When customers ask about how we make our bamboo toilet rolls we have a simple answer. First, bamboo is grown, harvested, and pulped into bamboo bales. Once these bamboo bales get to our factory our factory in Spain we use them to manufacture Naked Sprout bamboo toilet rolls, kitchen rolls, and facial tissues

But that first part of the story covers a lot of ground. It covers more than 175 thousand acres in fact - that’s the size of one of the forests where our bamboo is grown, and where it is harvested and pulped, ready to be sent on to our factory in Spain. 

We’ve spent a lot of time talking about our factory, today we’re tracing our steps backwards. Where, exactly, do we get our bamboo, and how is it grown and harvested? 

A pile of harvested bamboo stems

Today we wanted to talk about our suppliers, the fantastic teams who actually cultivate and harvest the bamboo that makes our rolls. It's always great to get to the roots of our business, so here's the story of our bamboo and how it is cultivated and harvested. (With thanks to our translator Alex!)

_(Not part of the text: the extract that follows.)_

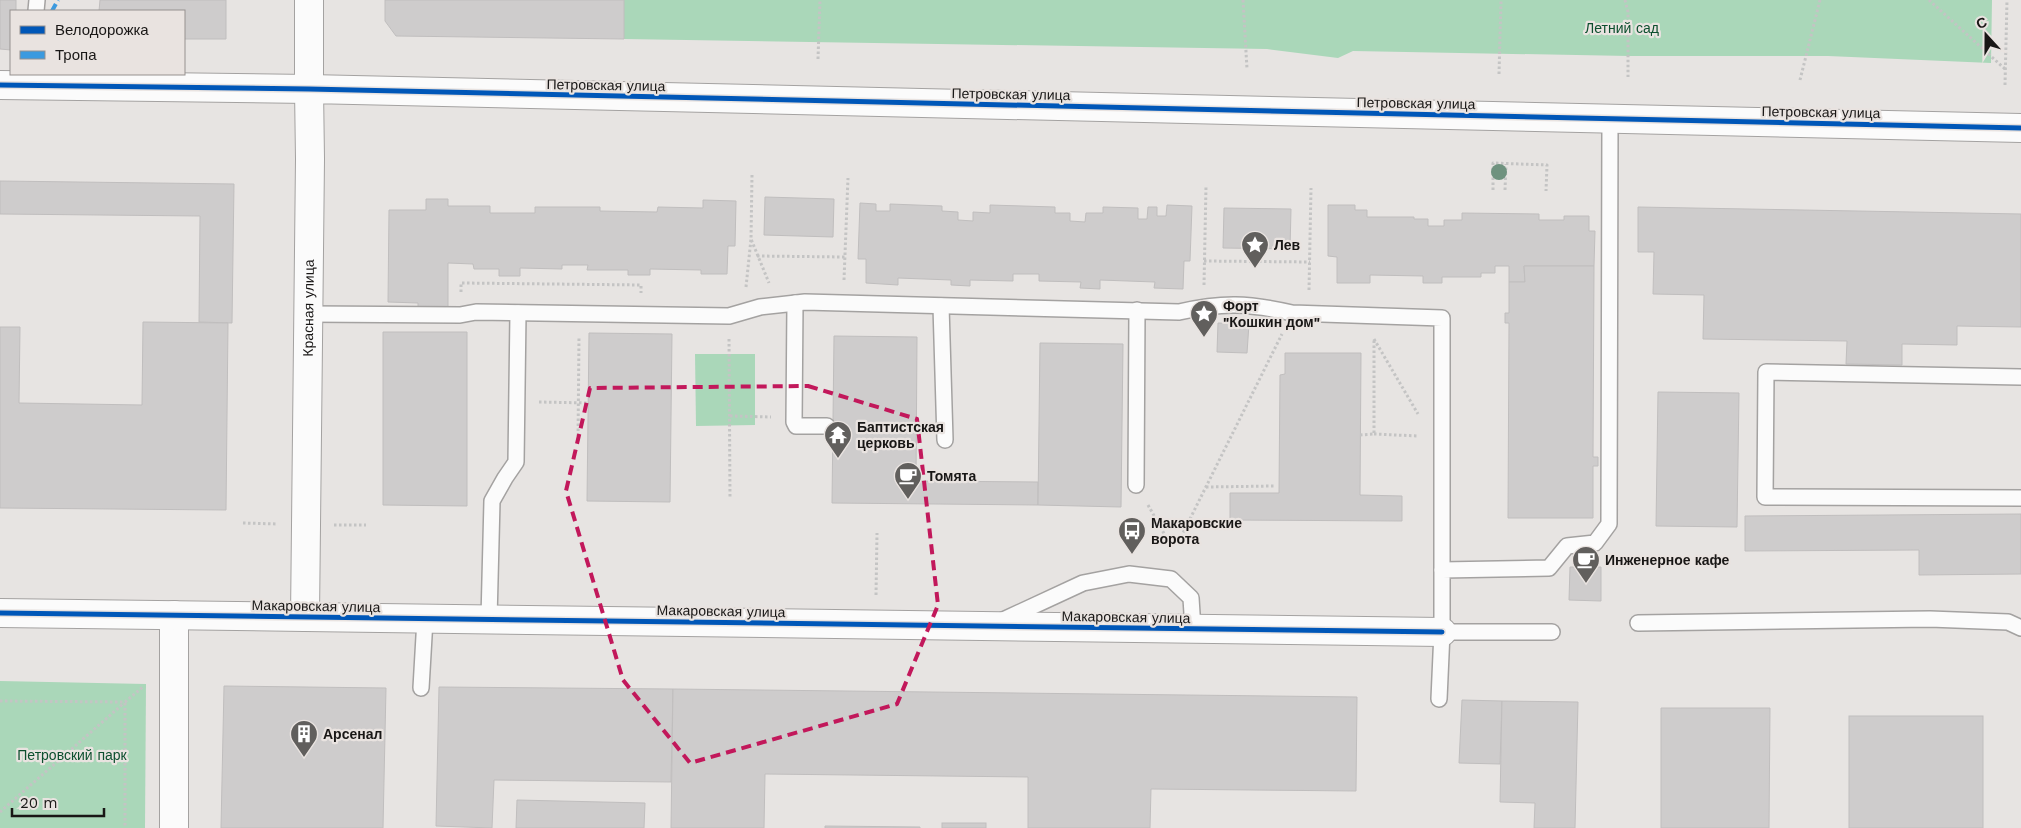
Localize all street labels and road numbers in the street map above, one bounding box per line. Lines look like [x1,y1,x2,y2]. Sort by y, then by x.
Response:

An informational display showing various uses for bamboo

Our suppliers

Our suppliers are among the largest cultivators of commercial bamboo in the world, and they’re enthusiastic about its potential. Bamboo grows fast, renews itself naturally, and takes less water and land to grow than other timber sources. Its strength, and the ease with which it can be shaped means it can replace plastic in contexts like industrial packaging and food containers. And of course it makes great tissue products as well!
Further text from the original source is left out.